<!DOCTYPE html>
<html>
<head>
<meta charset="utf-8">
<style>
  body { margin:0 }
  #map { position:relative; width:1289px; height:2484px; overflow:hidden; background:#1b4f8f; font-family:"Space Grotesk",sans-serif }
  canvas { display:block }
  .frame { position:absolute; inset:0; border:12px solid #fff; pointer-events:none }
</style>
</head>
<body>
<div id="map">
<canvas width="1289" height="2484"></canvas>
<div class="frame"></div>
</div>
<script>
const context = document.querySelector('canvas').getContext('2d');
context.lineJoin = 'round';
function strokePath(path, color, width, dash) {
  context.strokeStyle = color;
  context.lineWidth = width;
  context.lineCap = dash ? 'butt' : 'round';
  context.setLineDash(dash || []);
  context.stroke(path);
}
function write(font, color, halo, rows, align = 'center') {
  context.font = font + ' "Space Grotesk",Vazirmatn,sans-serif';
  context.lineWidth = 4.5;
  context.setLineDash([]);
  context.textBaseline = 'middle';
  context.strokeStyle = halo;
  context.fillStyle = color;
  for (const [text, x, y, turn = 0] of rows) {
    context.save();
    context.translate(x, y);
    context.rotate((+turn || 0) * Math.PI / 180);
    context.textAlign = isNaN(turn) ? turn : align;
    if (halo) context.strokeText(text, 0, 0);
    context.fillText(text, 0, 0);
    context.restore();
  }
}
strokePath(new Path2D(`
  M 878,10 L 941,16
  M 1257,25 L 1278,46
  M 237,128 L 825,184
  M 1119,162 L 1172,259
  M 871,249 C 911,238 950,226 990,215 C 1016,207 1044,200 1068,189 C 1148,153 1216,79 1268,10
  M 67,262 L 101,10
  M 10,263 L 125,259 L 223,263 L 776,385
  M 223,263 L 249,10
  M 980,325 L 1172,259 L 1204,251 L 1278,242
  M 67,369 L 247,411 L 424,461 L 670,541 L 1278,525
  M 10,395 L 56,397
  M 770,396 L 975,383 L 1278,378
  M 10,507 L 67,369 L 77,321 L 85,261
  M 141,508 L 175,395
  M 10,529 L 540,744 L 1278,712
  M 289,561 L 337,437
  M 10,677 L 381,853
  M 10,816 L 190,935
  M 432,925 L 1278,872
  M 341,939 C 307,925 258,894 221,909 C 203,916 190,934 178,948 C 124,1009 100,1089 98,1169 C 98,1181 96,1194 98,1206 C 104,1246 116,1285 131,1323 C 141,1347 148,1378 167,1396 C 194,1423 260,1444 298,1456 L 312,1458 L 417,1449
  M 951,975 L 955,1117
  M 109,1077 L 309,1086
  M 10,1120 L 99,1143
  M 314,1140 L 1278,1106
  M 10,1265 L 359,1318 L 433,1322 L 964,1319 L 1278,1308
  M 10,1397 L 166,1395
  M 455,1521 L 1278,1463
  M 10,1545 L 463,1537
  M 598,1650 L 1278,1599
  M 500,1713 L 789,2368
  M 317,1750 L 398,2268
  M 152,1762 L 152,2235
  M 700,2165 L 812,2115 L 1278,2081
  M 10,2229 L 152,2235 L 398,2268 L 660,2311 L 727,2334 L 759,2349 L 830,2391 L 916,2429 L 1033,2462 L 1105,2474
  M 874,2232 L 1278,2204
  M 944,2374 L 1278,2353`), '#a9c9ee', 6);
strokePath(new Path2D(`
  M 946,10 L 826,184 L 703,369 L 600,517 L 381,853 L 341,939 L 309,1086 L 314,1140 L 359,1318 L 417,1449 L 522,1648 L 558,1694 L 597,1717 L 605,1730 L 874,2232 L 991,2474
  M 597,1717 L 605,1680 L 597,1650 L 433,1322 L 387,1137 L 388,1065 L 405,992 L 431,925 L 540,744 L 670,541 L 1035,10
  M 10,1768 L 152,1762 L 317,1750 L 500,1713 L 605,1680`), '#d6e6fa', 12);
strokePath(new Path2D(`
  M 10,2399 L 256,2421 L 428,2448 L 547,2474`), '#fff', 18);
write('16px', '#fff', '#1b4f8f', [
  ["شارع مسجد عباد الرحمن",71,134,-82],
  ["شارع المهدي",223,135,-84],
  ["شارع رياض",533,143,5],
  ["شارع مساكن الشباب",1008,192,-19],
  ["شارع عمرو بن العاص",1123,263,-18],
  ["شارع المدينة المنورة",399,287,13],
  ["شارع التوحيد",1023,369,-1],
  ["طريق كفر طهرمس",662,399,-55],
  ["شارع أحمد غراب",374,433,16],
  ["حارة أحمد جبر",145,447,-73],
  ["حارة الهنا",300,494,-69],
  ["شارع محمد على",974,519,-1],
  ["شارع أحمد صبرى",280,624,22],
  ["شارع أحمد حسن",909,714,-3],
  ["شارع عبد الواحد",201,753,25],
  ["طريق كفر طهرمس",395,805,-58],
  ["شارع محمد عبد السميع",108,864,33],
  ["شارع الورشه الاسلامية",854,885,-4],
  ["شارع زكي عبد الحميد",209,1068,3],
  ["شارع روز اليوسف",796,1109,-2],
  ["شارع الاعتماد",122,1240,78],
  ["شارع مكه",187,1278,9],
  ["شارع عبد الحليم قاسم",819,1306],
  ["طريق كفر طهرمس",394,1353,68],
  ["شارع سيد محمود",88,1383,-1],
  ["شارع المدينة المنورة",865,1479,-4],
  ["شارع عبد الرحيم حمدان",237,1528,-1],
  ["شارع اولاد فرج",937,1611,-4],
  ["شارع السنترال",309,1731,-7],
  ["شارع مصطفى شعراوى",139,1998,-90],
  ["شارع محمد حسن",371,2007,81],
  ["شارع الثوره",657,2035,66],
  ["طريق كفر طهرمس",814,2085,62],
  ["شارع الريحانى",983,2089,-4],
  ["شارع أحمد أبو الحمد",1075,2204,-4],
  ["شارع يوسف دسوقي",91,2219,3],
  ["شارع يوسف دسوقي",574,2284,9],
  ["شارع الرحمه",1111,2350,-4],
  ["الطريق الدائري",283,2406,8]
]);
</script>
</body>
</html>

####################

Could you copy each line in the listing above that includes the word "const"?

EXERCISE RESPONSE:
const context = document.querySelector('canvas').getContext('2d');
  for (const [text, x, y, turn = 0] of rows) {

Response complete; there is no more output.